Work request:
Omit all pictures. Copy exactly the lines from the line containing "I am building" to the end of the listing, with both ends included.

Data for review:
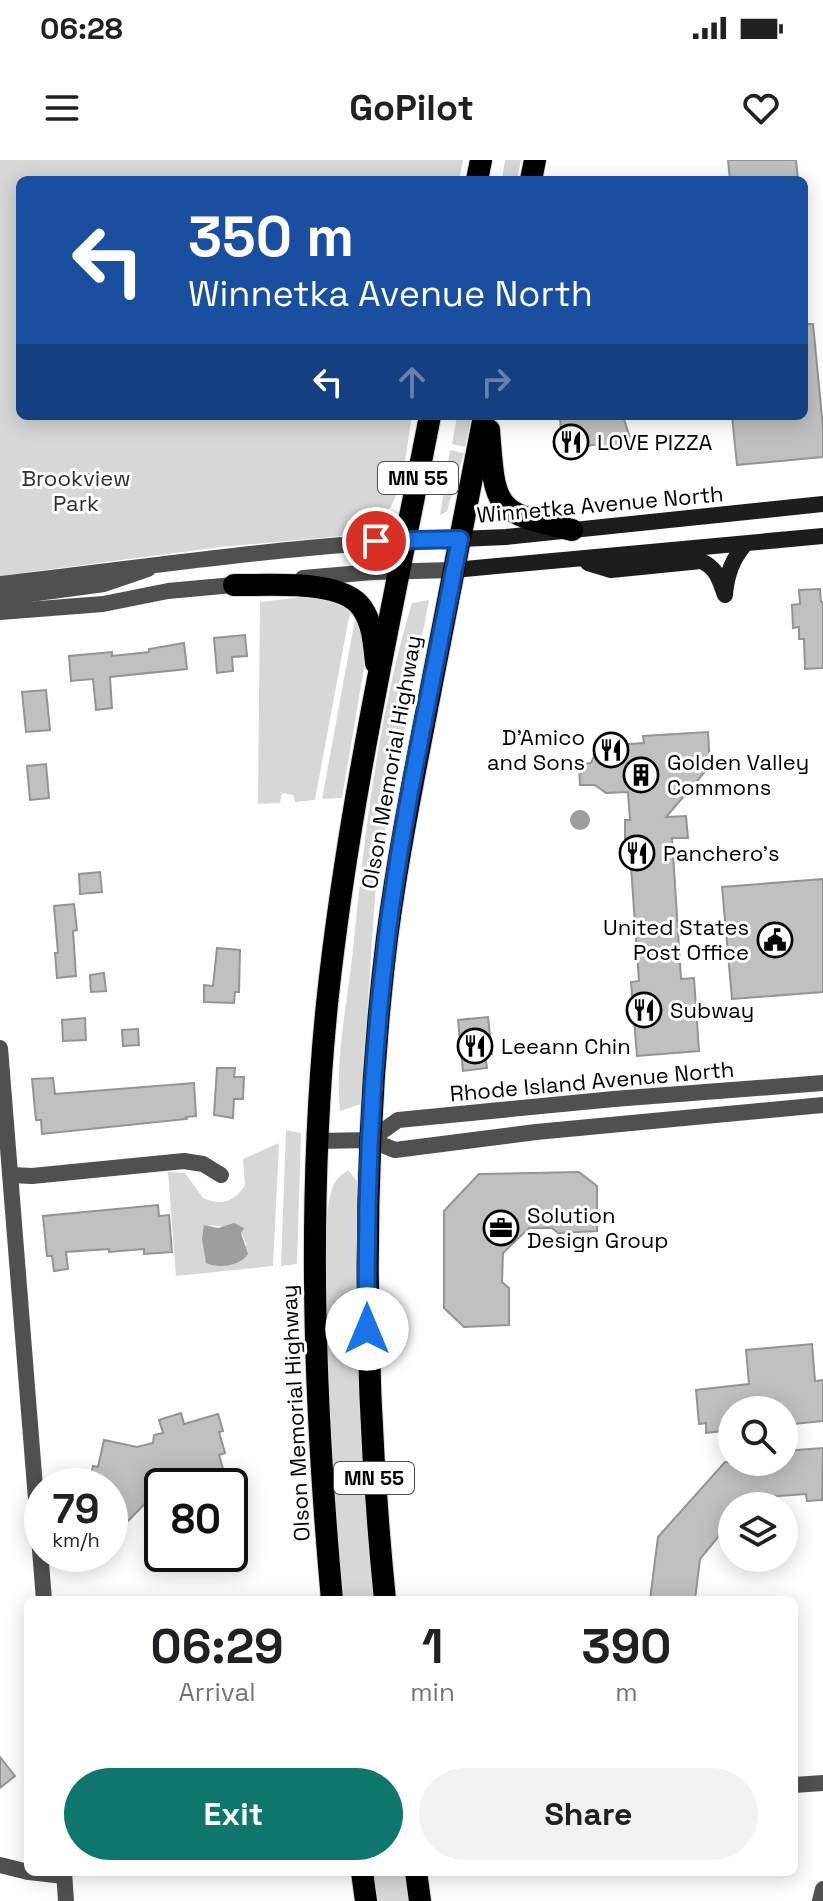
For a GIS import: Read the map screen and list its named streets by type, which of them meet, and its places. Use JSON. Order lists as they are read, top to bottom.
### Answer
{
  "streets": {
    "highway": ["MN 55", "Olson Memorial Highway"],
    "main road": ["Winnetka Avenue North"],
    "street": ["Rhode Island Avenue North"]
  },
  "crossings": [
    ["Winnetka Avenue North", "Olson Memorial Highway"],
    ["Olson Memorial Highway", "Rhode Island Avenue North"]
  ],
  "parks": ["Brookview Park"],
  "places": {
    "restaurant": [
      "LOVE PIZZA",
      "D'Amico and Sons",
      "Panchero's",
      "Subway",
      "Leeann Chin"
    ],
    "building": ["Golden Valley Commons"],
    "public building": ["United States Post Office"],
    "office": ["Solution Design Group"]
  },
  "page": {
    "status": "06:28",
    "header": "GoPilot",
    "turn": ["350 m", "Winnetka Avenue North"],
    "speed": "79 km/h",
    "limit": "80",
    "eta": [
      "06:29",
      "Arrival",
      "1",
      "min",
      "390",
      "m"
    ],
    "buttons": ["Exit", "Share"]
  }
}
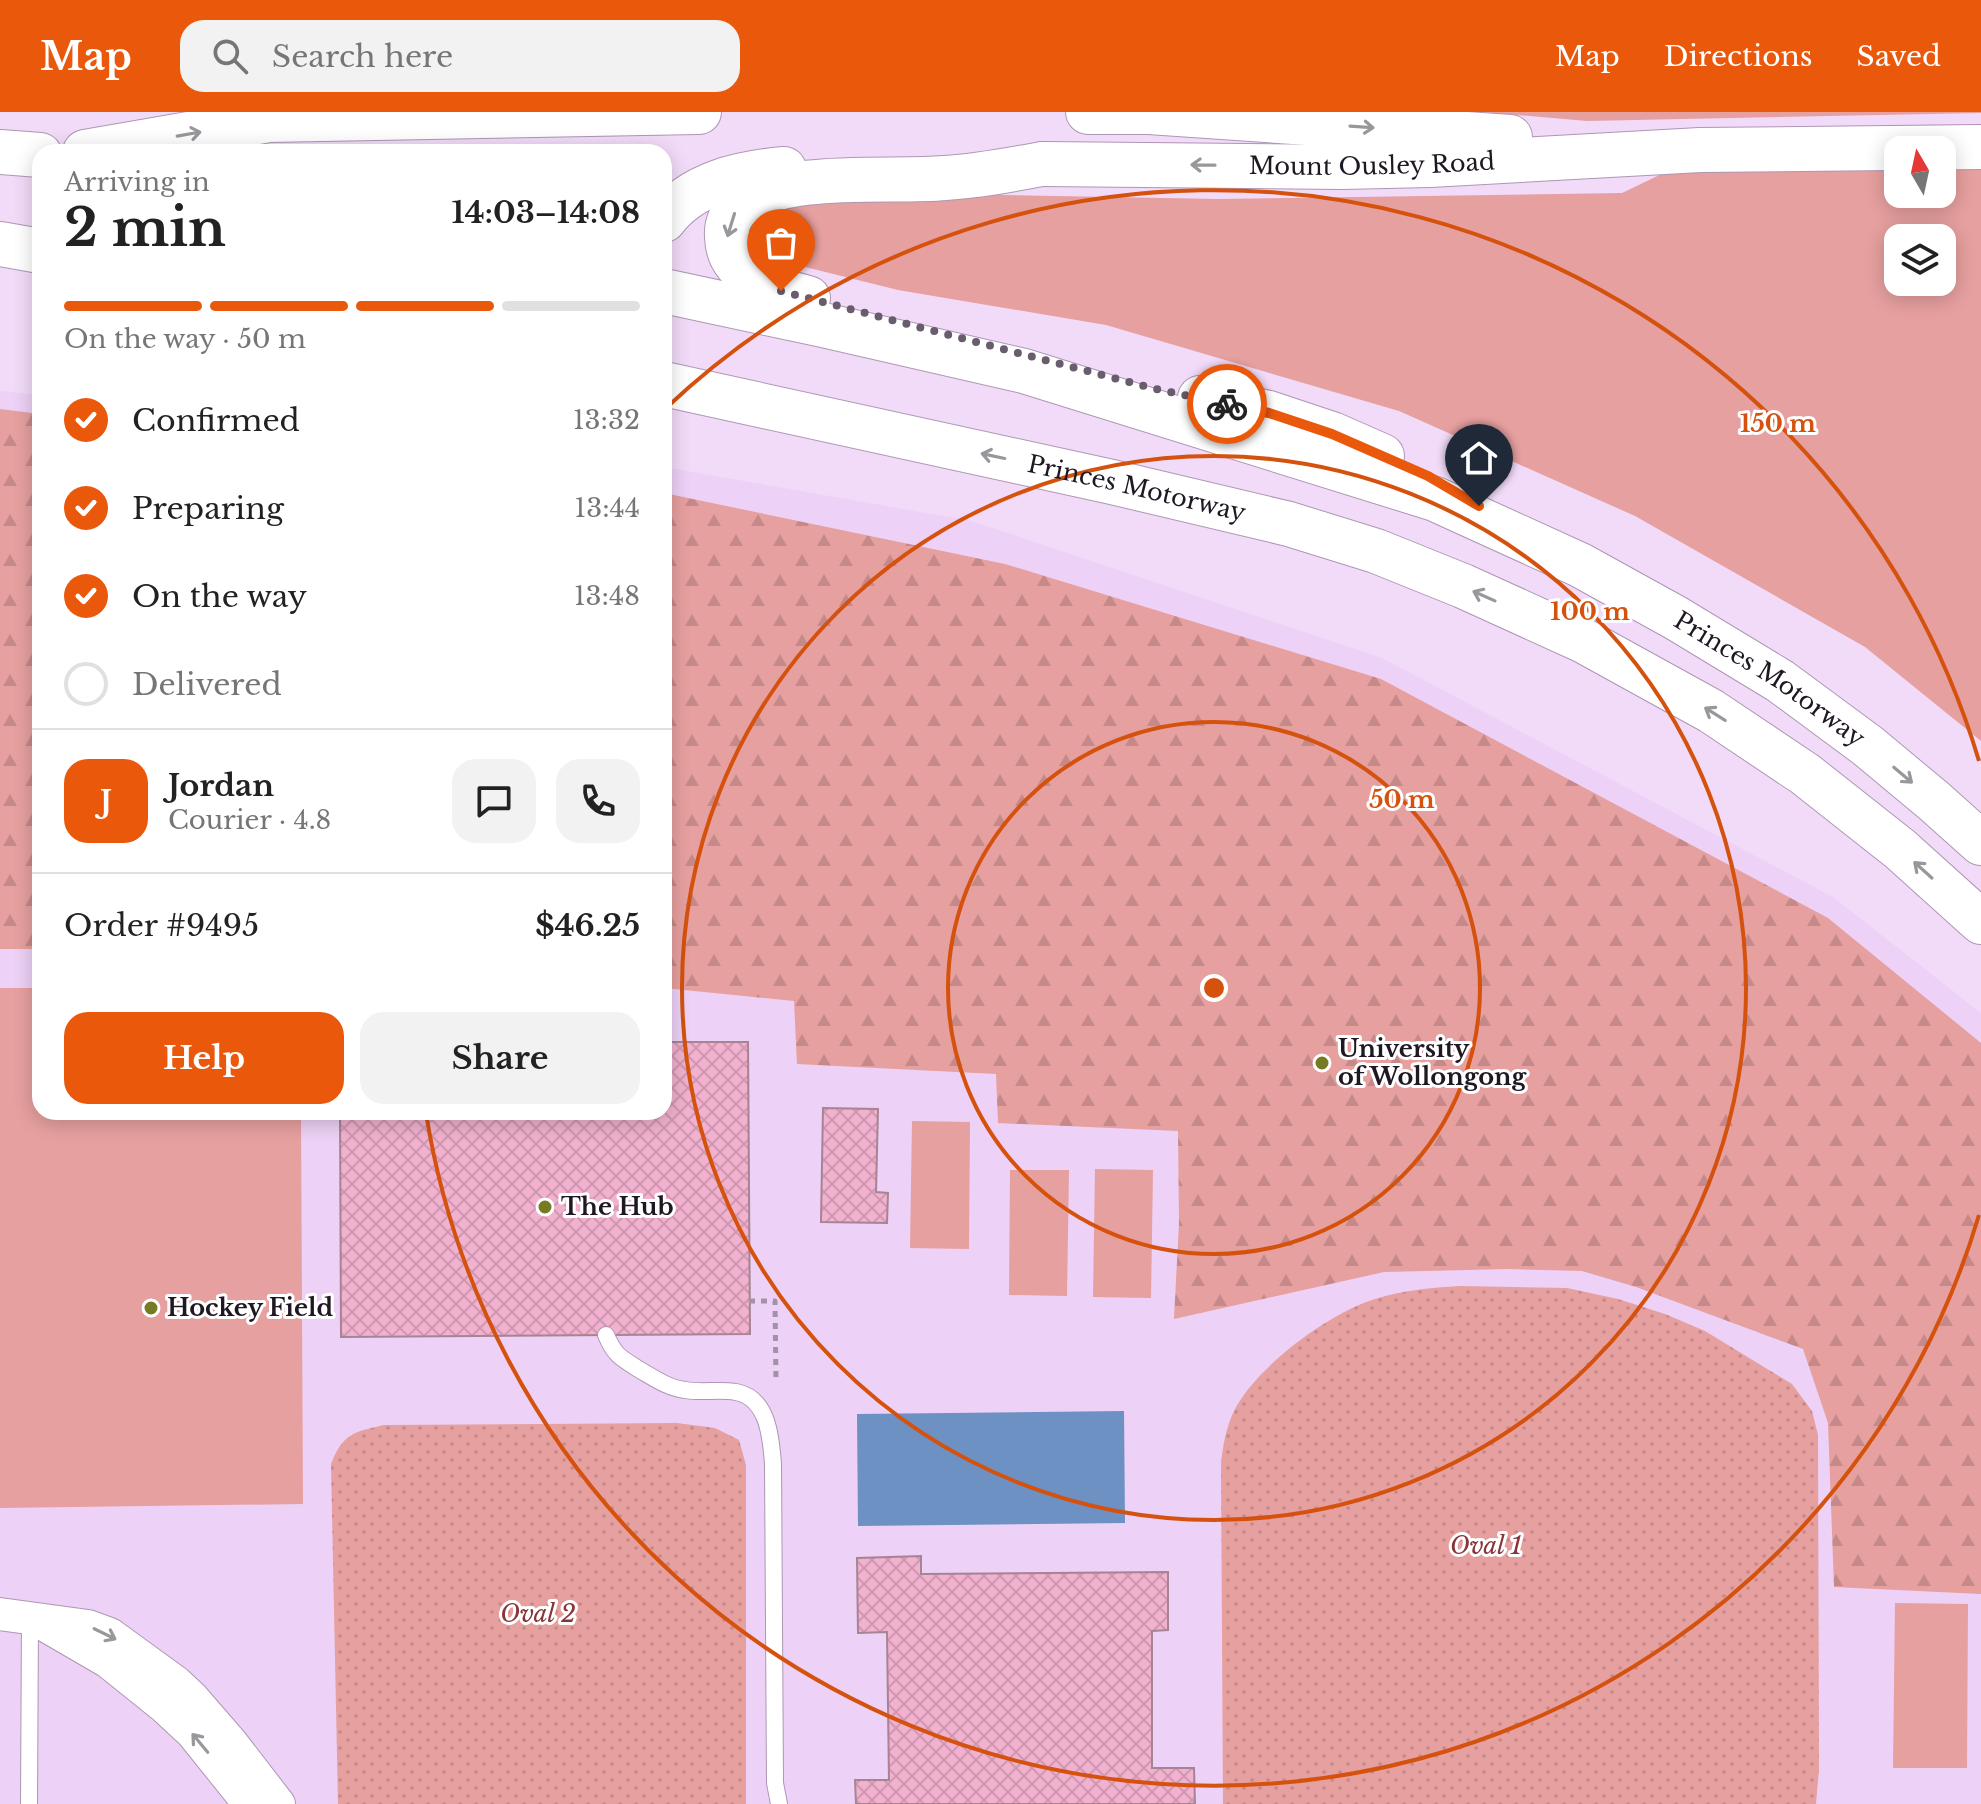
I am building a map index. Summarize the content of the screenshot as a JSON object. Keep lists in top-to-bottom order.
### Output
{
  "streets": {
    "main road": ["Mount Ousley Road", "Princes Motorway"]
  },
  "parks": ["Oval 1", "Oval 2"],
  "places": ["University of Wollongong", "The Hub", "Hockey Field"],
  "north": "top",
  "page": {
    "header": "Map",
    "search": "Search here",
    "nav": ["Map", "Directions", "Saved"],
    "heading": ["2 min", "Arriving in", "14:03–14:08"],
    "panel": [
      "Jordan",
      "Courier · 4.8",
      "Order #9495",
      "$46.25"
    ],
    "bar": "On the way · 50 m",
    "list": [
      ["Confirmed", "13:32"],
      ["Preparing", "13:44"],
      ["On the way", "13:48"],
      "Delivered"
    ],
    "round": "J",
    "buttons": ["Help", "Share"]
  },
  "rings": ["150 m", "100 m", "50 m"]
}
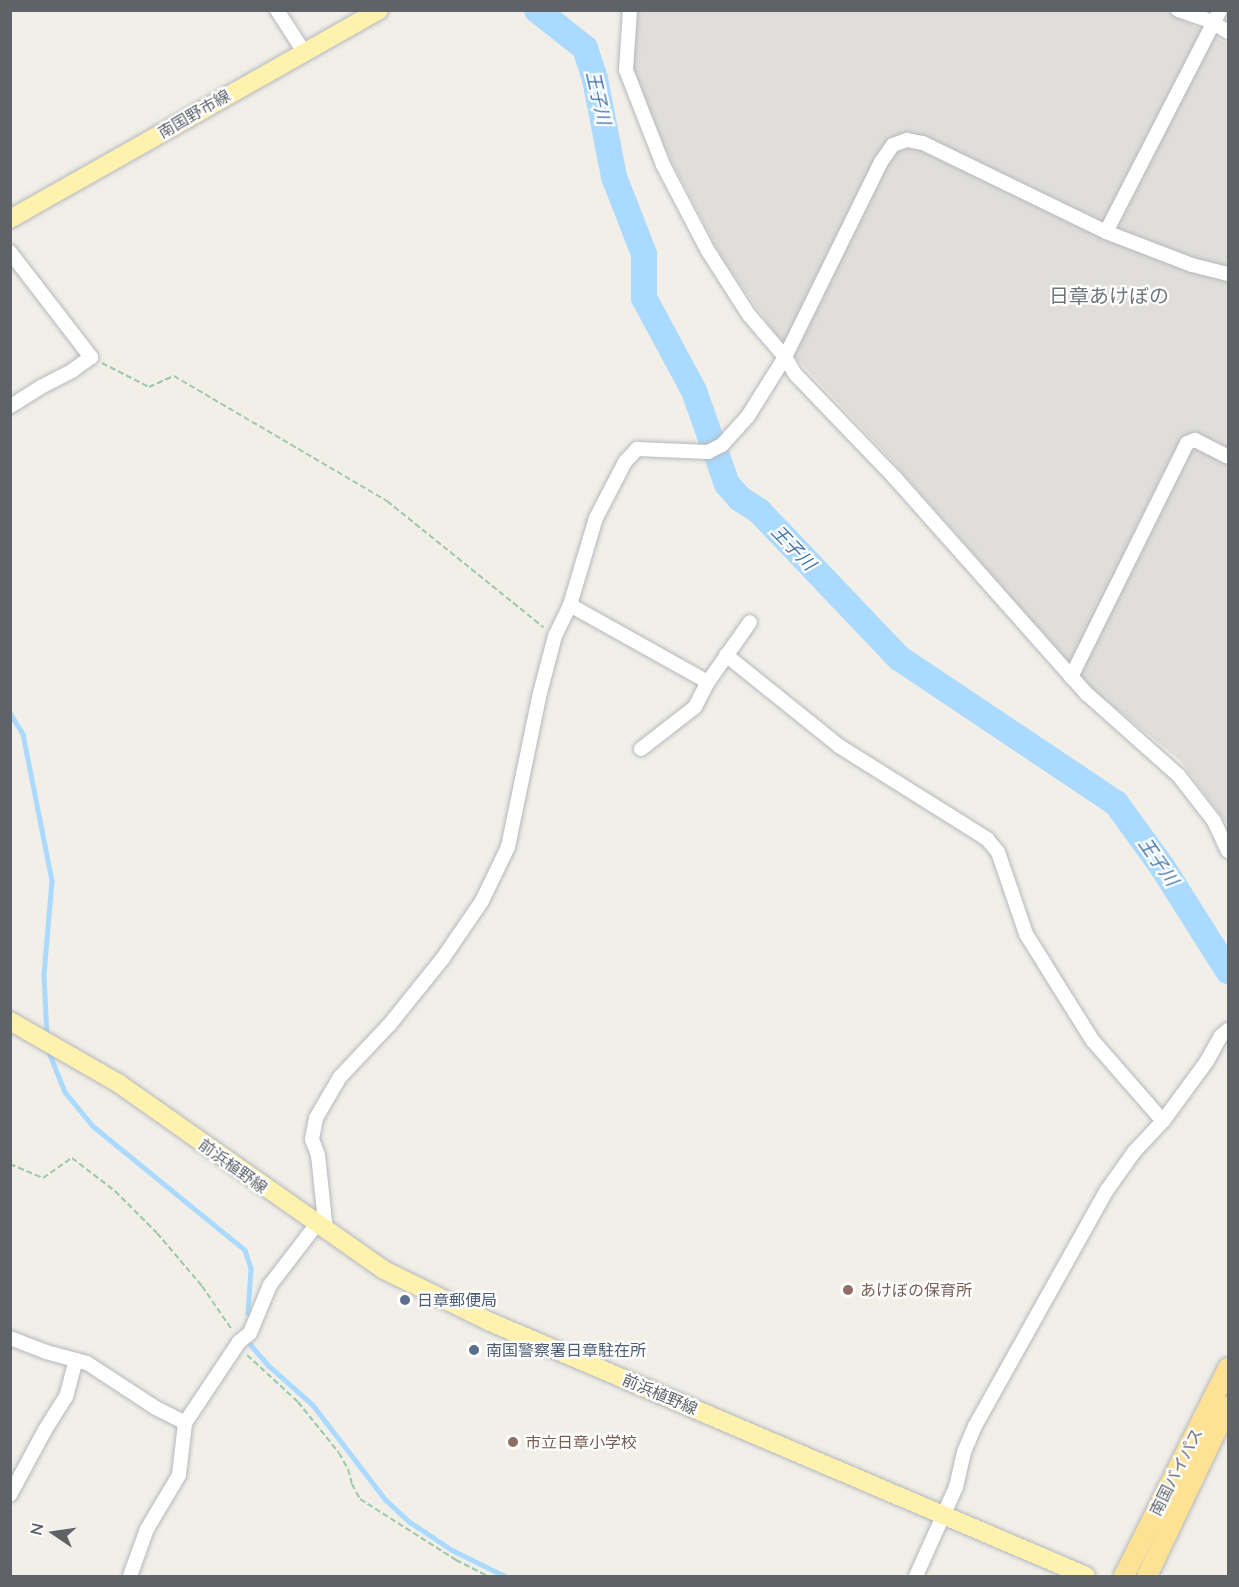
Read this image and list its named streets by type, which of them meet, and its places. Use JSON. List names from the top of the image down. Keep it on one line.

Exercise response:
I am building a map index. Summarize the content of the screenshot as a JSON object. Keep lists in top-to-bottom order.
### Output
{
  "streets": {
    "main road": ["Mount Ousley Road", "Princes Motorway"]
  },
  "parks": ["Oval 1", "Oval 2"],
  "places": ["University of Wollongong", "The Hub", "Hockey Field"],
  "north": "top",
  "page": {
    "header": "Map",
    "search": "Search here",
    "nav": ["Map", "Directions", "Saved"],
    "heading": ["2 min", "Arriving in", "14:03–14:08"],
    "panel": [
      "Jordan",
      "Courier · 4.8",
      "Order #9495",
      "$46.25"
    ],
    "bar": "On the way · 50 m",
    "list": [
      ["Confirmed", "13:32"],
      ["Preparing", "13:44"],
      ["On the way", "13:48"],
      "Delivered"
    ],
    "round": "J",
    "buttons": ["Help", "Share"]
  },
  "rings": ["150 m", "100 m", "50 m"]
}
Read this image and list its named streets by type, which of them meet, and its places. Use JSON. List names from the top of the image down. Keep it on one line.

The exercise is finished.